Mono • Hito • Koto a eu la chance d’interviewer l’artiste contemporain : Benedetto Bufalino.
Nous y avons abordé avec poésie, la ville et ses émotions.  

MHK : Tu fais des oeuvres qui naissent et prennent place dans la ville.  Comme de véritables jeux de mots, tes oeuvres ponctuent et viennent déranger, toujours avec humour, le paysage urbain. Pourquoi le sujet de la ville ?

Benedetto Bufalino : En fait, ce sont mes études qui m’ont amené à ce sujet.

Je viens de la campagne, une commune d’environs 3000 habitants nommée Pusignan.

Il n’y avait pas de collège donc j’ai du aller dans la ville d’à côté (Meyzieu) puis dans la ville encore d’à côté pour aller au lycée (Décines). C’est à ce moment là que ma soeur m’a ouvert à l’idée d’imaginer des objets. Ça m’a fasciné. Avec l’aide de ma prof de français, on a donc monté un dossier pour l’école d’arts appliqués Jean-Paul Sartre qui était encore dans la ville d’à côté (Bron).

Moi qui venait de villes qui n’étaient même pas des villes mais juste des espaces sans urbanisme, j’ai découvert la ville à travers l’école, j’ai découvert petit à petit, cette construction globale, cette construction d’un espace commun piéton qui n’existe pas vraiment à la campagne, l’urbanisme.
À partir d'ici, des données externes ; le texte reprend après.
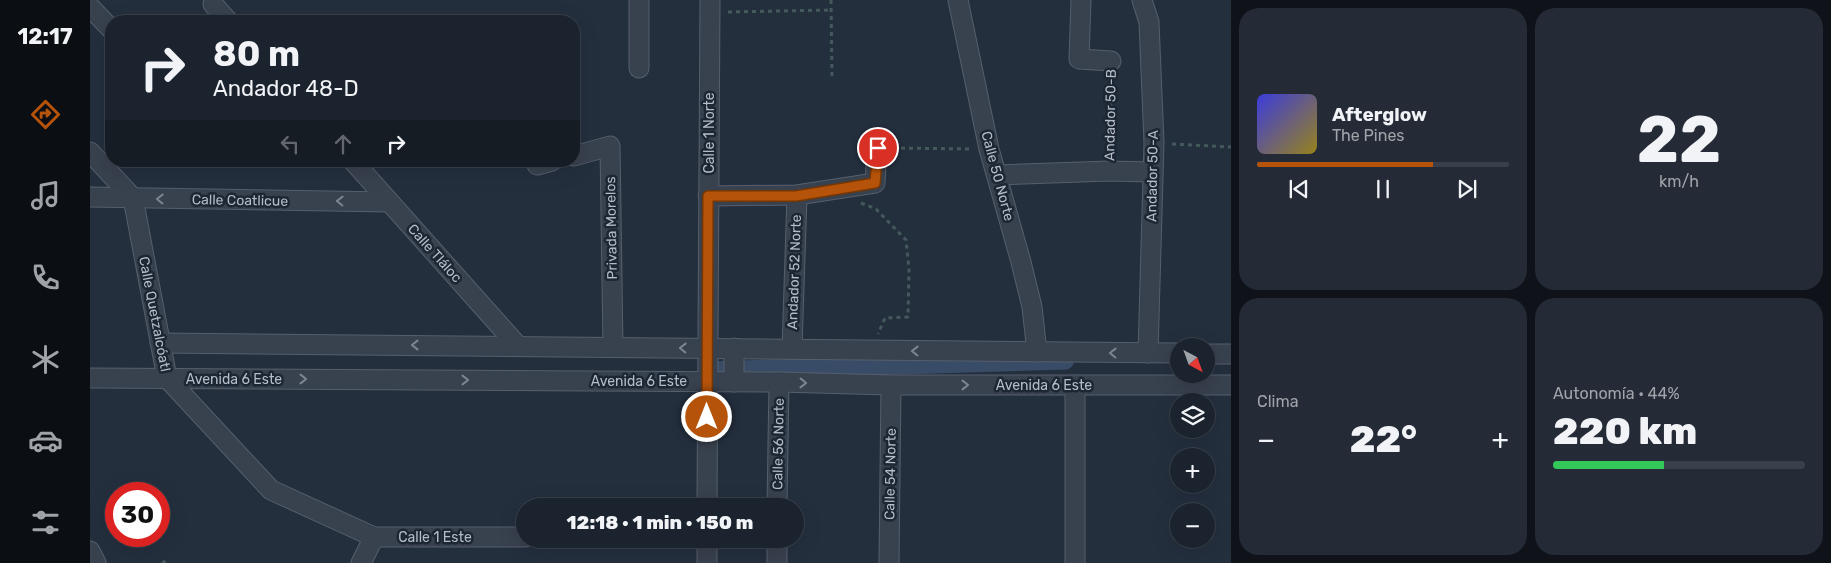 <!DOCTYPE html>
<html lang="es">
<head>
<meta charset="utf-8">
<style>
	body { margin:0; font-family:Rubik,sans-serif; background:#242b36; color:#f1f3f6; height:100vh; display:flex; flex-direction:column; font-size:19px; white-space:nowrap }
	* { box-sizing:border-box; margin:0 }
	p { font-size:16px; color:#a0a4aa }
	.icon { flex:none; width:28px; height:28px; fill:none; stroke:currentColor; stroke-width:2; stroke-linecap:round; stroke-linejoin:round }
	.map { position:relative; flex:1; overflow:hidden }
	.panel { display:flex; flex-direction:column; gap:8px; padding:8px; background:#0f1319; width:600px }
	.panel>* { flex:none }
	.banner { position:absolute; left:15px; top:15px; width:475px; height:152px; border-radius:20px; box-shadow:0 5px 20px #0002,0 0 0 1px #39404a; background:#1b232e; color:#f1f3f6; overflow:hidden }
	.needle { width:32px; rotate:139deg }
	.fabs { position:absolute; left:1080px; top:338px; display:grid; gap:10px }
	.fabs a { display:grid; place-items:center; width:45px; height:45px; border-radius:50%; background:#1b232e; box-shadow:0 5px 20px #0002,0 0 0 1px #39404a; font-size:25px }
	.speed { position:absolute; left:15px; top:482px; display:flex; gap:10px; font-size:25px; font-weight:700; text-align:center }
	.speed>* { display:grid; place-content:center; width:65px; height:65px; border-radius:50%; background:#1b232e; box-shadow:0 5px 20px #0002,0 0 0 1px #39404a; line-height:1 }
	.speed .limit { border:8px solid #d22; background:#fff; color:#111 }
	.pin { position:absolute; display:grid; place-items:center; width:42px; height:42px; color:#fff; margin:-21px; border:2px solid #fff; border-radius:50%; box-shadow:0 1px 5px #0007 }
	.me { position:absolute; width:55px; margin:-28px; rotate:0deg; stroke-linejoin:round; filter:drop-shadow(0 0 4px #0008) }
	.turn { display:flex; align-items:center; gap:18px; height:105px; padding:0 25px; font-size:22px }
	.turn .icon { width:65px; height:65px; stroke-width:2.5 }
	.turn b { display:block; font-size:35px; line-height:42px }
	.lanes { display:flex; align-items:center; height:48px; padding:0 25px; background:#0003; justify-content:center; gap:25px; direction:ltr }
	.lanes .off { opacity:.35 }
	.big { font-size:38px; font-weight:800; line-height:1.1 }
	.panel .card { flex:1; display:flex; flex-direction:column; justify-content:center; gap:8px; min-width:0; padding:0 18px; border-radius:20px; background:#242b36 }
	.panel .dial { align-items:center; gap:0 }
	.dial b { font-size:65px; line-height:1 }
	.song { display:flex; align-items:center; gap:15px }
	.cover { width:60px; height:60px; border-radius:8px; background:linear-gradient(135deg,hsl(240 70% 55%),hsl(50 70% 35%)) }
	.played { height:5px; border-radius:2px; background:linear-gradient(90deg,#b45309 70%,#39404a 70%) }
	.keys { display:flex; justify-content:space-around; direction:ltr }
	.heat { display:flex; justify-content:space-between; align-items:center; font-size:28px; direction:ltr }
	.charge { height:8px; border-radius:4px; background:linear-gradient(90deg,#34c759 44%,#39404a 0) }
	.panel .tiles { flex:1; display:grid; gap:8px; grid-template-columns:repeat(2,1fr) }
	.trip { position:absolute; left:426px; top:498px; width:288px; height:50px; border-radius:25px; background:#1b232e; box-shadow:0 5px 20px #0002,0 0 0 1px #39404a; font-weight:800; line-height:50px; text-align:center }
	main { display:flex; flex:1; min-height:0 }
	.tabs { display:flex; flex-direction:column; width:90px; justify-content:space-around; align-items:center; background:#0b0e12; color:#a0a4aa }
	.tabs .icon { width:35px; height:35px }
	.tabs .active { color:#b45309 }
	.tabs b { font-size:22px; color:#f1f3f6 }
	.map>svg:first-child { display:block }
	.lines { fill:none; stroke-linecap:round; stroke-linejoin:round }
	.canal { stroke:#394c67; stroke-width:19 }
	.minor-casing { stroke:#565f6c; stroke-width:21 }
	.path { stroke:#44595c; stroke-width:3; stroke-dasharray:4 4; stroke-linecap:butt }
	.minor { stroke:#38414e; stroke-width:19 }
	.oneway { stroke:#7c8592 }
	.route-casing { stroke:#753606; stroke-width:12 }
	.route { stroke:#b45309; stroke-width:9 }
	.labels { text-anchor:middle; stroke-width:5; stroke-linejoin:round; paint-order:stroke }
	.street-label { font-size:14px; fill:#b4bcc9; stroke:#1d2633 }
</style>
</head>
<body>
<main>
<nav class="tabs">
<b>12:17</b>
<svg class="icon active" aria-label="directions" viewBox="0 0 24 24"><path d="M12 3l9 9-9 9-9-9zM9 14v-3h6M13 9l2 2-2 2"/></svg>
<svg class="icon" aria-label="music" viewBox="0 0 24 24"><path d="M9 18V5l10-2v13"/><circle cx="6" cy="18" r="3"/><circle cx="16" cy="16" r="3"/></svg>
<svg class="icon" aria-label="phone" viewBox="0 0 24 24"><path d="M5 4h4l2 5-3 2q2 4 5 5l2-3 5 2v4C11 20 4 13 5 4z"/></svg>
<svg class="icon" aria-label="climate" viewBox="0 0 24 24"><path d="M12 3v18M4 7l16 10M4 17L20 7"/></svg>
<svg class="icon" aria-label="car" viewBox="0 0 24 24"><path d="M5 17H2v-5l4-1 3-4h7l3 4 3 1v5h-3M9 17h6M6 11h13"/><circle cx="7" cy="17" r="2"/><circle cx="17" cy="17" r="2"/></svg>
<svg class="icon" aria-label="filters" viewBox="0 0 24 24"><path d="M4 7h16M4 17h16"/><circle cx="9" cy="7" r="2"/><circle cx="15" cy="17" r="2"/></svg>
</nav>
<div class="map">
<svg width="1141" height="563" viewBox="0 0 1141 563">
	<rect width="100%" height="100%" fill="#242f3e"/>
	<g class="lines">
		<polyline class="canal" points="618,371 975,360"/>
		<defs>
			<g id="minor">
				<polyline points="868,0 899,149 931,262 942,307 947,352"/>
				<polyline points="991,0 989,59 1021,61"/>
				<polyline points="1052,0 1059,22 1064,143 1058,353"/>
				<polyline points="123,4 138,21"/>
				<polyline points="0,7 21,29"/>
				<polyline points="549,68 549,0"/>
				<polyline points="0,152 43,198 77,378 181,490 284,537 435,537"/>
				<polyline points="484,156 520,146 523,347"/>
				<polyline points="263,161 427,345"/>
				<polyline points="447,165 462,161"/>
				<polyline points="907,175 1019,171 1062,172"/>
				<polyline points="618,196 707,195 785,183 787,148"/>
				<polyline points="0,197 299,202"/>
				<polyline points="70,343 1089,353"/>
				<polyline points="702,349 707,195"/>
				<polyline points="1116,354 1141,354"/>
				<polyline points="0,378 689,382 801,385 1141,385"/>
				<polyline points="644,382 644,348"/>
				<polyline points="617,506 620,0"/>
				<polyline points="687,506 689,382"/>
				<polyline points="0,551 6,563"/>
				<polyline points="271,563 284,537"/>
				<polyline points="617,563 617,539"/>
				<polyline points="687,563 687,539"/>
				<polyline points="799,563 801,385"/>
				<polyline points="985,563 985,385"/>
			</g>
		</defs>
		<use href="#minor" class="minor-casing"/>
		<g class="path">
			<polyline points="741,0 742,77"/>
			<polyline points="638,12 741,10"/>
			<polyline points="1082,144 1141,147"/>
			<polyline points="803,148 882,149"/>
			<polyline points="1020,155 1021,79"/>
			<polyline points="771,203 786,209 816,240 819,269 818,317 795,318 788,334"/>
			<polyline points="72,563 79,559"/>
		</g>
		<use href="#minor" class="minor"/>
	</g>
	<defs><path id="oneway-chevron" d="M-2-3.5L2.5 0L-2 3.5" fill="none" stroke-width="1.6" stroke-linecap="round" stroke-linejoin="round" transform="scale(1.25)"/></defs>
	<g class="oneway">
		<use href="#oneway-chevron" transform="translate(70 199) rotate(-179)"/>
		<use href="#oneway-chevron" transform="translate(250 201) rotate(-179)"/>
		<use href="#oneway-chevron" transform="translate(325 345) rotate(-180)"/>
		<use href="#oneway-chevron" transform="translate(593 348) rotate(-179)"/>
		<use href="#oneway-chevron" transform="translate(825 351) rotate(-179)"/>
		<use href="#oneway-chevron" transform="translate(1023 353) rotate(-179)"/>
		<use href="#oneway-chevron" transform="translate(213 379)"/>
		<use href="#oneway-chevron" transform="translate(375 380)"/>
		<use href="#oneway-chevron" transform="translate(713 383) rotate(1)"/>
		<use href="#oneway-chevron" transform="translate(875 385)"/>
	</g>
	<g class="lines">
		<defs>
			<polyline id="route" points="617,417 618,196 706,196 785,183 788,148"/>
		</defs>
		<use href="#route" class="route-casing"/>
		<use href="#route" class="route"/>
	</g>
	<g class="labels">
		<g class="street-label">
			<text transform="translate(1020 115) rotate(-89)" y="5">Andador 50-B</text>
			<text transform="translate(619 133) rotate(-90)" y="5">Calle 1 Norte</text>
			<text transform="translate(908 176) rotate(75)" y="5">Calle 50 Norte</text>
			<text transform="translate(1062 176) rotate(-89)" y="5">Andador 50-A</text>
			<text transform="translate(150 200) rotate(1)" y="5">Calle Coatlicue</text>
			<text transform="translate(521 228) rotate(-91)" y="5">Privada Morelos</text>
			<text transform="translate(345 253) rotate(48)" y="5">Calle Tláloc</text>
			<text transform="translate(704 272) rotate(-88)" y="5">Andador 52 Norte</text>
			<text transform="translate(65 314) rotate(79)" y="5">Calle Quetzalcóatl</text>
			<text x="144" y="384">Avenida 6 Este</text>
			<text x="549" y="386">Avenida 6 Este</text>
			<text x="954" y="390">Avenida 6 Este</text>
			<text transform="translate(688 444) rotate(-89)" y="5">Calle 56 Norte</text>
			<text transform="translate(800 474) rotate(-89)" y="5">Calle 54 Norte</text>
			<text x="345" y="542">Calle 1 Este</text>
		</g>
	</g>
</svg>
<div class="fabs">
<a><svg class="needle" viewBox="-14 -14 28 28"><path d="M0-13l5 13h-10z" fill="#e53935"/><path d="M0 13l5-13h-10z" fill="#a0a4aa"/></svg></a>
<a><svg class="icon" aria-label="layers" viewBox="0 0 24 24"><path d="M12 4l9 5-9 5-9-5zM3 14l9 5 9-5"/></svg></a>
<a>+</a>
<a>−</a>
</div>
<div class="speed"><div class="limit">30</div></div>
<div class="pin" style="left:788px;top:148px;background:#d93025"><svg class="icon" aria-label="arrive" viewBox="0 0 24 24"><path d="M6 21V4h12l-3 4 3 4H6"/></svg></div>
<svg class="me" style="left:617px;top:417px" viewBox="-20 -20 40 40"><circle r="17" fill="#b45309" stroke="#fff" stroke-width="3"/><path d="M0-11L8 9 0 5-8 9z" fill="#fff"/></svg>
<div class="trip">12:18 · 1 min · 150 m</div>
<div class="banner">
<div class="turn"><svg class="icon" aria-label="right" viewBox="0 0 24 24"><path d="M7 20v-9h11M14 6l5 5-5 5"/></svg><div><b>80 m</b>Andador 48-D</div></div>
<div class="lanes"><svg class="icon off" aria-label="left" viewBox="0 0 24 24"><path d="M17 20v-9H6M10 6l-5 5 5 5"/></svg><svg class="icon off" aria-label="ahead" viewBox="0 0 24 24"><path d="M12 20V5M6 11l6-6 6 6"/></svg><svg class="icon" aria-label="right" viewBox="0 0 24 24"><path d="M7 20v-9h11M14 6l5 5-5 5"/></svg></div>
</div>
</div>
<section class="panel">
<div class="tiles">
<div class="card">
<div class="song"><i class="cover"></i><div><b>Afterglow</b><p>The Pines</p></div></div>
<div class="played"></div>
<div class="keys"><svg class="icon" aria-label="previous" viewBox="0 0 24 24"><path d="M18 5L8 12l10 7zM5 5v14"/></svg><svg class="icon" aria-label="pause" viewBox="0 0 24 24"><path d="M8 5v14M16 5v14"/></svg><svg class="icon" aria-label="next" viewBox="0 0 24 24"><path d="M6 5l10 7-10 7zM19 5v14"/></svg></div>
</div>
<div class="card dial"><b>22</b><p>km/h</p></div>
<div class="card"><p>Clima</p>
<div class="heat"><a>−</a><b class="big">22°</b><a>+</a></div>
</div>
<div class="card"><p>Autonomía · 44%</p><b class="big">220 km</b><div class="charge"></div></div>
</div>
</section>
</main>
</body>
</html>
Dans les villes, les gens partagent les espaces, les surfaces, ils sont en contact avec les uns et les autres. Toutes ces opportunités et espaces-temps d’interaction, ça m’a fasciné.

La première fois que j’ai vraiment travaillé sur la ville, c’est pour mon mémoire d’arts appliqués. Je me suis penché sur la question du dépaysement sans déplacement. Je l’ai appelé Voyage de proximité. Les thèmes tournaient autour de la redécouverte, du voyage dans la tête et comment “décaler” le quotidien.

Si je dois donner des exemples qui existent déjà de voyages de proximité il y a la journée du patrimoine par exemple, mais en réalité cela peut être des choses aussi simples que d’emprunter un autre chemin pour rentrer chez soi, dormir hors de chez soi. Finalement, le voyage est à portée de main dans la ville et c’est ce qui est intéressant.

 

Dans ce paysage urbain, j’ai l’impression que tes oeuvres deviennent des coeurs battants créant des moments de partage entre les gens, de différentes générations, de différentes cultures. Aujourd’hui, nous avons besoin d’événements, de momentums pour découvrir l’autre. Est-ce que ta démarche vise à recréer un peu de cette spontanéité peut être que l’on a perdu avec ces villes qui ont pris des dimensions “sur”humaine ?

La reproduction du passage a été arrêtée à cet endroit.